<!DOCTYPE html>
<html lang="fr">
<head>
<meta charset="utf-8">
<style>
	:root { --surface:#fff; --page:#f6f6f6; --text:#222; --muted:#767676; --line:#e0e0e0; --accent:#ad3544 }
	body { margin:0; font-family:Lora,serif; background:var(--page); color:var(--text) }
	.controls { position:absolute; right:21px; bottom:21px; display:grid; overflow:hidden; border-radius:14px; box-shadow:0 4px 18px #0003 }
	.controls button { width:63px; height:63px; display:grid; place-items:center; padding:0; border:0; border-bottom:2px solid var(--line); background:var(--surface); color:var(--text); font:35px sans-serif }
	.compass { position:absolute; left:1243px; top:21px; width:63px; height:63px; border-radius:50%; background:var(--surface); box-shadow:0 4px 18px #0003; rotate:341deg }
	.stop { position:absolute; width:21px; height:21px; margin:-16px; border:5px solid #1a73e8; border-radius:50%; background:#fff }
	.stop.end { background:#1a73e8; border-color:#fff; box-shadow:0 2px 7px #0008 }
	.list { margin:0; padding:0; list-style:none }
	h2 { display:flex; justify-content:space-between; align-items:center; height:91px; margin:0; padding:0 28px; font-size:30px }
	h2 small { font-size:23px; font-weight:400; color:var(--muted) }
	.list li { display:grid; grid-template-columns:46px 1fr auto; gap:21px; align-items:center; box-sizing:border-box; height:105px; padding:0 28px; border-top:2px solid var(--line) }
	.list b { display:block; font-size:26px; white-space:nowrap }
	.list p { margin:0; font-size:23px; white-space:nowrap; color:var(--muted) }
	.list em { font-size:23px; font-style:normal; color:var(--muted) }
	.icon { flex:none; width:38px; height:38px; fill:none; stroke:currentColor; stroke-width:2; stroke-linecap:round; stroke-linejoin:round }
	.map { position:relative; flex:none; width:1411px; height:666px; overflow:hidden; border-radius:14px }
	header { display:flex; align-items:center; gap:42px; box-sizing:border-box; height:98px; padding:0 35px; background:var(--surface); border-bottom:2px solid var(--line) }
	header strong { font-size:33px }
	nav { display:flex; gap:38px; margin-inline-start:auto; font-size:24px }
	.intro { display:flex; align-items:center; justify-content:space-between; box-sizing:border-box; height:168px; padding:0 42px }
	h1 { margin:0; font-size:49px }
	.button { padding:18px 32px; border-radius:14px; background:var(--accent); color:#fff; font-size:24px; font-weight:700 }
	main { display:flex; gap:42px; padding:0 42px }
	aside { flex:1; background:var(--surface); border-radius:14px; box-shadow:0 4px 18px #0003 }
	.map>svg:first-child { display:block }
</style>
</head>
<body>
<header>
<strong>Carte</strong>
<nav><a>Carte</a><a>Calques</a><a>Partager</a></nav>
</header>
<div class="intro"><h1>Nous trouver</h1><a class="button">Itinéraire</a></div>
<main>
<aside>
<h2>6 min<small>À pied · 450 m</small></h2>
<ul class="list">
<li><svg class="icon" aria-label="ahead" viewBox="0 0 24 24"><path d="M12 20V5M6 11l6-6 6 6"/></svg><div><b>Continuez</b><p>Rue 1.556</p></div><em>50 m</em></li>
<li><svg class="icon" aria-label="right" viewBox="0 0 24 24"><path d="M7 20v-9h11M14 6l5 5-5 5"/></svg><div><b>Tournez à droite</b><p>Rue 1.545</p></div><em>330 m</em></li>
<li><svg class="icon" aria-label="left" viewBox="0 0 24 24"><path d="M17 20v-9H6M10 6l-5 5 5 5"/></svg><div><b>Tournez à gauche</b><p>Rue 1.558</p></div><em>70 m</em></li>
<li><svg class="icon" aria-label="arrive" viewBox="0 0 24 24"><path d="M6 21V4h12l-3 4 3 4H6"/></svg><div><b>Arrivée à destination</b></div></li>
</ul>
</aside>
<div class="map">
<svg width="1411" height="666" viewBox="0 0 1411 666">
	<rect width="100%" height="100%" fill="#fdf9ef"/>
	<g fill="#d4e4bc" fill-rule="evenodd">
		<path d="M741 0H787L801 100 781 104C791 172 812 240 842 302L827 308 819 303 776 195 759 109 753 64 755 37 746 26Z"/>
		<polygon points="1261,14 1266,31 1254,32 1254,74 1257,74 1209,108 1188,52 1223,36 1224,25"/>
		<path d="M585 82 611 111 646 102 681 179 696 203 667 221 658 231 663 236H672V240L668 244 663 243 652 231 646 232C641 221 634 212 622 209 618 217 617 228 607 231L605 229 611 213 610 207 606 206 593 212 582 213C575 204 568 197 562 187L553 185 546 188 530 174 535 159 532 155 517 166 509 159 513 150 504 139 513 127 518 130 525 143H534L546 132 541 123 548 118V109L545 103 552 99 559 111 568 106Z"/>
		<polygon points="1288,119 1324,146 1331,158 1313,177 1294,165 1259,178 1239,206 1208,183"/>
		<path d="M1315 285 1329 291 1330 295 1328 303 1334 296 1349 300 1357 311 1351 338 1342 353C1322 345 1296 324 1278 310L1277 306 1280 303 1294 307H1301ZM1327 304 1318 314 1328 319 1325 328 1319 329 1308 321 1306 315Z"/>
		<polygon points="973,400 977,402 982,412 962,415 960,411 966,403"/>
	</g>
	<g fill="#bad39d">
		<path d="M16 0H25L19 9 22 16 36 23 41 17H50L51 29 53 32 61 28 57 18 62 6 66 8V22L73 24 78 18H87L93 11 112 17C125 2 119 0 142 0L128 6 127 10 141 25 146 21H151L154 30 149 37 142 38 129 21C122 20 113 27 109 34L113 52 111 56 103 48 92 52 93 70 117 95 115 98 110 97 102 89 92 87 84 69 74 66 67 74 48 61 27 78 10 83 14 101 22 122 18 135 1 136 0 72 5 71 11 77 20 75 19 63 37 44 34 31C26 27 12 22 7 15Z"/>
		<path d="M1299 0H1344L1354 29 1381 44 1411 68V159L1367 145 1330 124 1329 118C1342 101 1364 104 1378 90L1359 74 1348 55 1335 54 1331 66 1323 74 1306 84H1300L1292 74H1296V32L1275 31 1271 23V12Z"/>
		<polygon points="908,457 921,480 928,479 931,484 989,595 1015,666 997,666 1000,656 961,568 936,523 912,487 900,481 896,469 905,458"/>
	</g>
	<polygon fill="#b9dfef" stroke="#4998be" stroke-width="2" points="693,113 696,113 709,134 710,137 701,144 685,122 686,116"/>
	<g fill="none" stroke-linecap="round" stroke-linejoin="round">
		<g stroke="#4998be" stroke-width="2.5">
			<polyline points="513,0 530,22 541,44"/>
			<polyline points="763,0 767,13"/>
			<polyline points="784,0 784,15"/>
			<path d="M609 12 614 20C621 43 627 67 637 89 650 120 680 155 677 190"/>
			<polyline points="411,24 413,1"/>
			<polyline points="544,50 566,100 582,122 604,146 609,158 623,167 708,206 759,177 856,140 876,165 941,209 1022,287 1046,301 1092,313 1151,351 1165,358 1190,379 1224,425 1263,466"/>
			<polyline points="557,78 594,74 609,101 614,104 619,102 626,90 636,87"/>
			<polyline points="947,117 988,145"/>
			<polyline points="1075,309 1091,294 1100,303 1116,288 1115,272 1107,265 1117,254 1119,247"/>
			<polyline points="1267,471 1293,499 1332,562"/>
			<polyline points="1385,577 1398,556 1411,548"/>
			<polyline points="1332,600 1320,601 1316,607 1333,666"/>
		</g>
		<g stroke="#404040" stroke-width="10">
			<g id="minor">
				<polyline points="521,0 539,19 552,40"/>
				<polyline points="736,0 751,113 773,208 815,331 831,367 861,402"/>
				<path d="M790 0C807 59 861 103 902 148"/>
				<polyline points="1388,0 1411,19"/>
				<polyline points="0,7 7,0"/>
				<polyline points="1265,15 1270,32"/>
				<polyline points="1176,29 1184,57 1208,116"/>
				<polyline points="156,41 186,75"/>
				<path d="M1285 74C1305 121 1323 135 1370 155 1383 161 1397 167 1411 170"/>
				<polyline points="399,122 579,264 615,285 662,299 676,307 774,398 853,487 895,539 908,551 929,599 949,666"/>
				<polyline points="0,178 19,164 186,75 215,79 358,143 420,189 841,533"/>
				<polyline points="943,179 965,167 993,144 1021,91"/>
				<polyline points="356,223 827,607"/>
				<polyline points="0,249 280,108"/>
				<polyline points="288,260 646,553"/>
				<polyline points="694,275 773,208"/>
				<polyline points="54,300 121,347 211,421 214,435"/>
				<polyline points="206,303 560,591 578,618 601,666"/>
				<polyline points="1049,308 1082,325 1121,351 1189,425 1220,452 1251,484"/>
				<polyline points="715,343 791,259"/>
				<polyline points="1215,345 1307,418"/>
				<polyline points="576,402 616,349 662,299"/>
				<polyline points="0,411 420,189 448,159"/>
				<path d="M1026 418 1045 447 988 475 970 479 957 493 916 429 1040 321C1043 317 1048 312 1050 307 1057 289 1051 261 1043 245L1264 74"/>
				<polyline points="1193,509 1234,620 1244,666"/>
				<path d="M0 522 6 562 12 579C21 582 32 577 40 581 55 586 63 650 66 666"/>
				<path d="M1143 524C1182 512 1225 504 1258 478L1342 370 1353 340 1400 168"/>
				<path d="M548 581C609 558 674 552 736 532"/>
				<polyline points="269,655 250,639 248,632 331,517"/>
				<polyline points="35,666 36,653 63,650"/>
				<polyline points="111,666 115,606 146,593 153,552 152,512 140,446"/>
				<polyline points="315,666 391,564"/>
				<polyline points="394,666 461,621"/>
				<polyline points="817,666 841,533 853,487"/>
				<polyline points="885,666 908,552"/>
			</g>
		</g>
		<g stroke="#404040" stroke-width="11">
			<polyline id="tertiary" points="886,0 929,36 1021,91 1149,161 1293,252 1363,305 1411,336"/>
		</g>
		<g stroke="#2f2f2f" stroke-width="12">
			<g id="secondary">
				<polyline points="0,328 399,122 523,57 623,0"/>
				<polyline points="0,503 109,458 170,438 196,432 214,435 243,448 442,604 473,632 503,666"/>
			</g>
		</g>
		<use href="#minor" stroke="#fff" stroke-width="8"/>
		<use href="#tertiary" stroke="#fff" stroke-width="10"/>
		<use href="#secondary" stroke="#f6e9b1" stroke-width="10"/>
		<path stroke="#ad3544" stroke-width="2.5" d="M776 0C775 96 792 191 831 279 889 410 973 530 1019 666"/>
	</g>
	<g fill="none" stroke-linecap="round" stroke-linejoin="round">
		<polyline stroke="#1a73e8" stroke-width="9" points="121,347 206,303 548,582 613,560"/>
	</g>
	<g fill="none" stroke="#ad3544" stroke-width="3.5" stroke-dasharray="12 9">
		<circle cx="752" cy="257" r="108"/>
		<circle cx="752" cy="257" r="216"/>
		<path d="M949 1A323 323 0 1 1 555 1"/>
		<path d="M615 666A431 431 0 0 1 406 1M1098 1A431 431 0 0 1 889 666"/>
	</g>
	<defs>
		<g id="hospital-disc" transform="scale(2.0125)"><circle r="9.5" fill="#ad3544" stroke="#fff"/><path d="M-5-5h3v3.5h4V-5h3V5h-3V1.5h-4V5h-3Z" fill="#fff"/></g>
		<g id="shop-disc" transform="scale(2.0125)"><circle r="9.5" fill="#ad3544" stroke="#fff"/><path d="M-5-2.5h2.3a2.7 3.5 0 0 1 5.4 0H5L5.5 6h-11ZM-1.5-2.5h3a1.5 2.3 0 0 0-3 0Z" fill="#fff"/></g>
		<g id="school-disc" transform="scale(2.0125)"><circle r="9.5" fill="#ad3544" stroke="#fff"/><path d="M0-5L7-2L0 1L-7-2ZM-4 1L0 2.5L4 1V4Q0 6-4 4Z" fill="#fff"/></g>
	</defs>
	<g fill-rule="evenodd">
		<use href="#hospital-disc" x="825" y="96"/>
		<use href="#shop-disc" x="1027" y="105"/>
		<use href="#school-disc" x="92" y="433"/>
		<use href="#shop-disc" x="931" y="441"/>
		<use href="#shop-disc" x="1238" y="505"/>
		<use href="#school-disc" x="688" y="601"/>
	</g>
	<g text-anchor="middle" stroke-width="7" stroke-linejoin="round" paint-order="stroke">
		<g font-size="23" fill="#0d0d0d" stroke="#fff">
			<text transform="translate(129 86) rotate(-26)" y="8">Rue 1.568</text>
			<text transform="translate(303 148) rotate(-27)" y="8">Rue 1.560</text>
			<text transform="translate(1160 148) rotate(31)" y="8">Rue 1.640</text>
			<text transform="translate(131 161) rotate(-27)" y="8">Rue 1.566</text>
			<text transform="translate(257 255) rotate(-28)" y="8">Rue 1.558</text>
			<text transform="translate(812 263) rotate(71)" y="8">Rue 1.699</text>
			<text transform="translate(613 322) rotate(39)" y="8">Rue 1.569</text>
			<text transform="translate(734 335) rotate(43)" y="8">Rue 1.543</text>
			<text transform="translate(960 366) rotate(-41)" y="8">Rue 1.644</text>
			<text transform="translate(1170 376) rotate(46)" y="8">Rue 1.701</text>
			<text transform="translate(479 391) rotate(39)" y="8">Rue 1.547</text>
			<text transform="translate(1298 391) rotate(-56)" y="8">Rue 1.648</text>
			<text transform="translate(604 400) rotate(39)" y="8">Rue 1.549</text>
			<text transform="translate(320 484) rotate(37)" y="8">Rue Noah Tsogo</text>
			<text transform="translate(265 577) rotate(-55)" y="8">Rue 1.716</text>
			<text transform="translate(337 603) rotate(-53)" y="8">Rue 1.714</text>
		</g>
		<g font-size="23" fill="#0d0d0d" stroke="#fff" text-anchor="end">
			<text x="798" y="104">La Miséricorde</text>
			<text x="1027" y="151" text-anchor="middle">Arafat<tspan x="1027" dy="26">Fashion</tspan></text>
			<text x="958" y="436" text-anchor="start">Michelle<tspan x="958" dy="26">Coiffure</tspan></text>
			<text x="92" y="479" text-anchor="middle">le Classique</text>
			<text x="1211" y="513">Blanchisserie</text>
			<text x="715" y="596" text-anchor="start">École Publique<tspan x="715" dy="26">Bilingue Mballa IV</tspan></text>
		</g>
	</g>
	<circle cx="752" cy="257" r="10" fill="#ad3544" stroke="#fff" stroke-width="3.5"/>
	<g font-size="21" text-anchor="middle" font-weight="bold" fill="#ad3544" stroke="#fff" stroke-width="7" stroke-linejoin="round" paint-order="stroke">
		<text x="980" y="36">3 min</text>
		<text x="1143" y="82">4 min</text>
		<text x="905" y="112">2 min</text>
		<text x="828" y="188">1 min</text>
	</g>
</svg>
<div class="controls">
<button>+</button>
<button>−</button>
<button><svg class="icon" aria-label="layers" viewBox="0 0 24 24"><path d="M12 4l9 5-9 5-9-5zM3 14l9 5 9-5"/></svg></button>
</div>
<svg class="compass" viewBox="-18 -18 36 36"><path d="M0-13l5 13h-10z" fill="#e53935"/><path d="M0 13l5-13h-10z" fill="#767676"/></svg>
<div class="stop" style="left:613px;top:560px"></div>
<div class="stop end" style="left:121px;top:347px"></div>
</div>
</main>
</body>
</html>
____________________
## WORK ORDER
In the data above, start at the line that has "0H1344L1354 29 1381", stop after the line that has "696,113 709,134 710,137", and print every line in between exactly as it stands.

## RESULT
		<path d="M1299 0H1344L1354 29 1381 44 1411 68V159L1367 145 1330 124 1329 118C1342 101 1364 104 1378 90L1359 74 1348 55 1335 54 1331 66 1323 74 1306 84H1300L1292 74H1296V32L1275 31 1271 23V12Z"/>
		<polygon points="908,457 921,480 928,479 931,484 989,595 1015,666 997,666 1000,656 961,568 936,523 912,487 900,481 896,469 905,458"/>
	</g>
	<polygon fill="#b9dfef" stroke="#4998be" stroke-width="2" points="693,113 696,113 709,134 710,137 701,144 685,122 686,116"/>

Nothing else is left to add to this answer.